Segment Open
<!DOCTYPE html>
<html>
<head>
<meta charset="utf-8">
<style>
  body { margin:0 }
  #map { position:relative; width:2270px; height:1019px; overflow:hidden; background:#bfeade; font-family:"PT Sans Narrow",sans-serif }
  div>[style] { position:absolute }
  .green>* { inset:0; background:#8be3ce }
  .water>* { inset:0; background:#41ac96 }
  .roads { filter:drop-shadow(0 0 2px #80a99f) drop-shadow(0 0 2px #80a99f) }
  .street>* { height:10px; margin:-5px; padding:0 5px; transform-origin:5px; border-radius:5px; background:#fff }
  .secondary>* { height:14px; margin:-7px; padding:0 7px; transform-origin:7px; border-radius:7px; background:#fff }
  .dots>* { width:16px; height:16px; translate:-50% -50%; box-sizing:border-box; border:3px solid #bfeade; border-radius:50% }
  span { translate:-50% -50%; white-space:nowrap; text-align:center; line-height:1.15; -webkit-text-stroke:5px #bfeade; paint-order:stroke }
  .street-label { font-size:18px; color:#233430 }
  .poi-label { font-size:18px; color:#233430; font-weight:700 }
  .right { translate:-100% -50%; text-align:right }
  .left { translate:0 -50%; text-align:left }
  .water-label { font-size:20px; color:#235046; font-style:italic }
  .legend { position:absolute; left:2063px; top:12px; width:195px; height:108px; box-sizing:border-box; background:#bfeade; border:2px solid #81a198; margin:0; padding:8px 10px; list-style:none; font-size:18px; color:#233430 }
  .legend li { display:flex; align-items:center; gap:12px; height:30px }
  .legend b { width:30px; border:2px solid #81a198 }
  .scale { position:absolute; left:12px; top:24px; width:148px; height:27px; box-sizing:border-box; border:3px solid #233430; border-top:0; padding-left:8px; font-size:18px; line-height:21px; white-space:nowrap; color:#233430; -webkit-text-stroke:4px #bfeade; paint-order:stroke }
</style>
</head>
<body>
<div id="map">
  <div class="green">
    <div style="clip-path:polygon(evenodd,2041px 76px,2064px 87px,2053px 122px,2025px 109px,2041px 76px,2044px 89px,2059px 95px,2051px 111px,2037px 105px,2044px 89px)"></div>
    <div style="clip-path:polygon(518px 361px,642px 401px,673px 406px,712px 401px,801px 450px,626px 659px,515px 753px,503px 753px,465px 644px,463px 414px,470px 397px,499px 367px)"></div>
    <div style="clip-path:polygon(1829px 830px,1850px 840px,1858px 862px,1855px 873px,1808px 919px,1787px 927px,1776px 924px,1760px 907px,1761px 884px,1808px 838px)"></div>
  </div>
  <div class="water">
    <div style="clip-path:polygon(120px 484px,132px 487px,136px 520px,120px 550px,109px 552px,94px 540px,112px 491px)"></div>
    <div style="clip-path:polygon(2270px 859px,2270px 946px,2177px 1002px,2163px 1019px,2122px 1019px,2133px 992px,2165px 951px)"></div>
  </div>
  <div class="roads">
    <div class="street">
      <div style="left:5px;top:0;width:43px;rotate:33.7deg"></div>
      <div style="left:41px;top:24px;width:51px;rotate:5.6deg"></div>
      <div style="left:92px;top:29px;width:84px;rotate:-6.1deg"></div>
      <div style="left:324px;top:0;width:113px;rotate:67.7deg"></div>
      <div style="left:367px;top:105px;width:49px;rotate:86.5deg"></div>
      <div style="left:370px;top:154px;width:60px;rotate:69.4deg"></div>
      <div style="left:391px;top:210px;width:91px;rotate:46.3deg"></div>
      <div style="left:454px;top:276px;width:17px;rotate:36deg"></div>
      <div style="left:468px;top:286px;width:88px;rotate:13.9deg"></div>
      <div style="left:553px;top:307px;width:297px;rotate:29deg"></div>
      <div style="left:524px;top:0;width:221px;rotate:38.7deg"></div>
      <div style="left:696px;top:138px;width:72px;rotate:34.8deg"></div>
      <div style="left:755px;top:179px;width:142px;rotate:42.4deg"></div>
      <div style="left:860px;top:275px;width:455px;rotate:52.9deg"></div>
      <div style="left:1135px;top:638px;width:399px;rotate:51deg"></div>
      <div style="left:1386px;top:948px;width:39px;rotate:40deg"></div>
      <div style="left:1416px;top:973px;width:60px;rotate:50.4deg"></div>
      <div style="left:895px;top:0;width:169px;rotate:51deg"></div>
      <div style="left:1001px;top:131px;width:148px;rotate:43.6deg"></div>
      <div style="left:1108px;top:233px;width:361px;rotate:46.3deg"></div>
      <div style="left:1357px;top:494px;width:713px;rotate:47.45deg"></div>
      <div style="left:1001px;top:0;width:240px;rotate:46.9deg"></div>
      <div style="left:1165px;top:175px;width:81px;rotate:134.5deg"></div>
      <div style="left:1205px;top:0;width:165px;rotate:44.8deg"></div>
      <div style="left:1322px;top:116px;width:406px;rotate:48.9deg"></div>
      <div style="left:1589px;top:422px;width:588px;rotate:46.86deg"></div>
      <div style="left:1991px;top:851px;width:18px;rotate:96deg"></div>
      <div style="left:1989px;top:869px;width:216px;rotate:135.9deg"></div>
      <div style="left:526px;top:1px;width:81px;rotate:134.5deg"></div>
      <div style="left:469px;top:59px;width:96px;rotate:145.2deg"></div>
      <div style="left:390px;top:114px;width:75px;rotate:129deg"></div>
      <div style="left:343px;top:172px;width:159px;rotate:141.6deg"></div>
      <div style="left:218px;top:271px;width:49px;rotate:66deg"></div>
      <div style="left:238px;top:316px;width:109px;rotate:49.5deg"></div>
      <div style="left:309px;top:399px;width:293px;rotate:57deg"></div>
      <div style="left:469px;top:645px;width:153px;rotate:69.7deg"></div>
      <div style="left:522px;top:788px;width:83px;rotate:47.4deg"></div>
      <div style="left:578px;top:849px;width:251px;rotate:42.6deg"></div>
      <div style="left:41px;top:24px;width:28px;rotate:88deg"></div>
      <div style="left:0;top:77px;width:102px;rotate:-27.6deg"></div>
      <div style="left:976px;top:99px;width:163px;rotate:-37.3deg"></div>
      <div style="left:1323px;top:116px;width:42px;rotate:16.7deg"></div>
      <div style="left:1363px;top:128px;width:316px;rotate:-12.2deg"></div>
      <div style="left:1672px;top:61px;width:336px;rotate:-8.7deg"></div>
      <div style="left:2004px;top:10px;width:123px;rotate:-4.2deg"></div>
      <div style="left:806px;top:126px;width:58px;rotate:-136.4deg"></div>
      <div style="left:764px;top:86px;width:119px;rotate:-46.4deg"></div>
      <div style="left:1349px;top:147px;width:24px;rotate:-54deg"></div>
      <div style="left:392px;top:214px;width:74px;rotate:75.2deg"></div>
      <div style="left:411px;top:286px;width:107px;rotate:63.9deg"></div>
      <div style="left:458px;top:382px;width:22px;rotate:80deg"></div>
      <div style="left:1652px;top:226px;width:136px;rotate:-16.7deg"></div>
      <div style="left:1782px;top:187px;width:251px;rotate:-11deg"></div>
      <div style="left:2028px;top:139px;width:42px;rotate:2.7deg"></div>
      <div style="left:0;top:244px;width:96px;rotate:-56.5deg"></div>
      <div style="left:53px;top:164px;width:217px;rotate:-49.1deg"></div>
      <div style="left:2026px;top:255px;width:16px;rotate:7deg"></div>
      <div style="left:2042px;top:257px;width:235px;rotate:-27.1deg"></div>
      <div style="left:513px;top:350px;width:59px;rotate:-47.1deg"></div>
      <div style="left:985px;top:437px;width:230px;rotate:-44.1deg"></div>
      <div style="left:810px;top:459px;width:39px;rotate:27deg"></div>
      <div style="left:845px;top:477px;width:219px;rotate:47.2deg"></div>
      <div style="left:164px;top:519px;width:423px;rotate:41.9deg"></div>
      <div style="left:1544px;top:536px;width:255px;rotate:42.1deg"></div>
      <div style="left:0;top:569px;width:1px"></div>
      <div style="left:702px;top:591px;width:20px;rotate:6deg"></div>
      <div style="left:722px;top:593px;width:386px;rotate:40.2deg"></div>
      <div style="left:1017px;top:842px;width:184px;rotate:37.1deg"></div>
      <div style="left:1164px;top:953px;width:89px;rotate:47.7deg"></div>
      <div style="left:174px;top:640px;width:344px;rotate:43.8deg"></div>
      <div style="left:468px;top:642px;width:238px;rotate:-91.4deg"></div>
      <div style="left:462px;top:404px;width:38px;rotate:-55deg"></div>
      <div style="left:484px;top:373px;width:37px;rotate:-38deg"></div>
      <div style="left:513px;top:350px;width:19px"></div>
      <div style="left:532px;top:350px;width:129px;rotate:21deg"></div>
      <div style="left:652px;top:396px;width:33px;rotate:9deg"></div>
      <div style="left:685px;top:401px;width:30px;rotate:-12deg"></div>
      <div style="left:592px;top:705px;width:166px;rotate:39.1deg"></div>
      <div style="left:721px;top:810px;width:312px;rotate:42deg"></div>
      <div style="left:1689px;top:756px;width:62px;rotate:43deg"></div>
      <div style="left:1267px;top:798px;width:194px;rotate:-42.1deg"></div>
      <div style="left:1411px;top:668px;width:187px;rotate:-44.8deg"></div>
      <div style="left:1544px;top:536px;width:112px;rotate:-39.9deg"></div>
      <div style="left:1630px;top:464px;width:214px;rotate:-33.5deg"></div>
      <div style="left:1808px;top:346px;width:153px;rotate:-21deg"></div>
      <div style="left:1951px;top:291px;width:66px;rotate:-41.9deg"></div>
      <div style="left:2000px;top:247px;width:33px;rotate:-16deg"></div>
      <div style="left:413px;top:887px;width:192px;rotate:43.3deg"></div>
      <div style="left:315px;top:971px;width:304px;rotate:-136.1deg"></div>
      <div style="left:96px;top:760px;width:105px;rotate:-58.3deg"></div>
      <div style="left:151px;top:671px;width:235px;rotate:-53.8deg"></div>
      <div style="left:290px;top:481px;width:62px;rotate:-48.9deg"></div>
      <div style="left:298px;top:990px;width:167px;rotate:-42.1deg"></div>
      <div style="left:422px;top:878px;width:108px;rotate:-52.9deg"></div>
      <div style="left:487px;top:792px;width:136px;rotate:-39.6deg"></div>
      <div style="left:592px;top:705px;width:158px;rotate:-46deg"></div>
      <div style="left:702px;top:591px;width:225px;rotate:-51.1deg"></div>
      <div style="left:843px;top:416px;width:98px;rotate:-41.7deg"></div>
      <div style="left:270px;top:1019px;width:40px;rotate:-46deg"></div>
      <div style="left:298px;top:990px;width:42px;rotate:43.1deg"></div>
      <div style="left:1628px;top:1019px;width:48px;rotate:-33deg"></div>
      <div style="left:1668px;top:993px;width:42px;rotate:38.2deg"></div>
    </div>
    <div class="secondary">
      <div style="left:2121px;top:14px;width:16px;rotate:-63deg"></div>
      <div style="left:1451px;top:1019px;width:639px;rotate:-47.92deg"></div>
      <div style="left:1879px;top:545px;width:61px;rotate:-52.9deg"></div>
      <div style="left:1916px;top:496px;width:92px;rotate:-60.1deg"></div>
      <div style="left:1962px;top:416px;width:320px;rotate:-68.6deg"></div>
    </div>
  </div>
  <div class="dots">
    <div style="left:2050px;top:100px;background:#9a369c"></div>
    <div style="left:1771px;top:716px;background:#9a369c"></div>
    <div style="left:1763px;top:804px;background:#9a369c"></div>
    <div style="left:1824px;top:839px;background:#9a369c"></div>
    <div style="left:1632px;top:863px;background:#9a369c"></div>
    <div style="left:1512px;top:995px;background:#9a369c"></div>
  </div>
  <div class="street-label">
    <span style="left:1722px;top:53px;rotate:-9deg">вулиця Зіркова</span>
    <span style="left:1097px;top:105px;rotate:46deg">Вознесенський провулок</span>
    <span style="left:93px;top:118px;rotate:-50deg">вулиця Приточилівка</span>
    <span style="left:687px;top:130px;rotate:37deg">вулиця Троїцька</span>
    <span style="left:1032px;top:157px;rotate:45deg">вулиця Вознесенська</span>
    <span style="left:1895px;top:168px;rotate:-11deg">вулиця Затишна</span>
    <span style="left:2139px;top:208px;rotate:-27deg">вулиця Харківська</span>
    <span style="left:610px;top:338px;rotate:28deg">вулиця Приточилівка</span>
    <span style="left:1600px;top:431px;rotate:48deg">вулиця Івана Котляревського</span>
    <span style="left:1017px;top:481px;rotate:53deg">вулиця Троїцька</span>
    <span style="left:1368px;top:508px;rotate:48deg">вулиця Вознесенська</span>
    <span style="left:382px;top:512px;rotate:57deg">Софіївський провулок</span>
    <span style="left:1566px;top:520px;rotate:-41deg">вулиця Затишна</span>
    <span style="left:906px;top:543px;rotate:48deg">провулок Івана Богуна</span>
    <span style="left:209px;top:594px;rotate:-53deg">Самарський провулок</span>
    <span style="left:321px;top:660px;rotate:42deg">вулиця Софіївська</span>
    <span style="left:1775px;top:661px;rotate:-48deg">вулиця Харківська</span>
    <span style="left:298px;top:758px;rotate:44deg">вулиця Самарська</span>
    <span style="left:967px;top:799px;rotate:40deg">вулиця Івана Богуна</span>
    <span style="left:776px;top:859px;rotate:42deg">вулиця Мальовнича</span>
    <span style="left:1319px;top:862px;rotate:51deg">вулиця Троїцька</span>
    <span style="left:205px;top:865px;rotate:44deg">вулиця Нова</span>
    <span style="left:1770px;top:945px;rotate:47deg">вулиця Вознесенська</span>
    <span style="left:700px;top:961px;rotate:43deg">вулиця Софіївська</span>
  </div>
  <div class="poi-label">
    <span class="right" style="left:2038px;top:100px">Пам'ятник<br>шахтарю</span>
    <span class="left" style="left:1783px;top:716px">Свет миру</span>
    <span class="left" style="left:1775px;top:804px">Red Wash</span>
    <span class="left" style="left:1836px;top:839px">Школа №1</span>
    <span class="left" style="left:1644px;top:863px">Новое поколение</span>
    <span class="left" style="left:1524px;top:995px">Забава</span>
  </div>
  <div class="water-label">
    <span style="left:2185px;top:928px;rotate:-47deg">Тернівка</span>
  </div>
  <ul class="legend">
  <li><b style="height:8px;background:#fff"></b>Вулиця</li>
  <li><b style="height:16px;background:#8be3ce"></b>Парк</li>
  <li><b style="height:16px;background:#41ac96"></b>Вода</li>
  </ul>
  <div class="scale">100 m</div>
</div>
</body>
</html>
Segment Closed
▸ **WORK ITEM**:
Beginning at the top of the records above, transcribe each line exactly up to and including the line that holds "font-size:18px; color:#233430; font-weight:700".

▸ **RESPONSE**:
<!DOCTYPE html>
<html>
<head>
<meta charset="utf-8">
<style>
  body { margin:0 }
  #map { position:relative; width:2270px; height:1019px; overflow:hidden; background:#bfeade; font-family:"PT Sans Narrow",sans-serif }
  div>[style] { position:absolute }
  .green>* { inset:0; background:#8be3ce }
  .water>* { inset:0; background:#41ac96 }
  .roads { filter:drop-shadow(0 0 2px #80a99f) drop-shadow(0 0 2px #80a99f) }
  .street>* { height:10px; margin:-5px; padding:0 5px; transform-origin:5px; border-radius:5px; background:#fff }
  .secondary>* { height:14px; margin:-7px; padding:0 7px; transform-origin:7px; border-radius:7px; background:#fff }
  .dots>* { width:16px; height:16px; translate:-50% -50%; box-sizing:border-box; border:3px solid #bfeade; border-radius:50% }
  span { translate:-50% -50%; white-space:nowrap; text-align:center; line-height:1.15; -webkit-text-stroke:5px #bfeade; paint-order:stroke }
  .street-label { font-size:18px; color:#233430 }
  .poi-label { font-size:18px; color:#233430; font-weight:700 }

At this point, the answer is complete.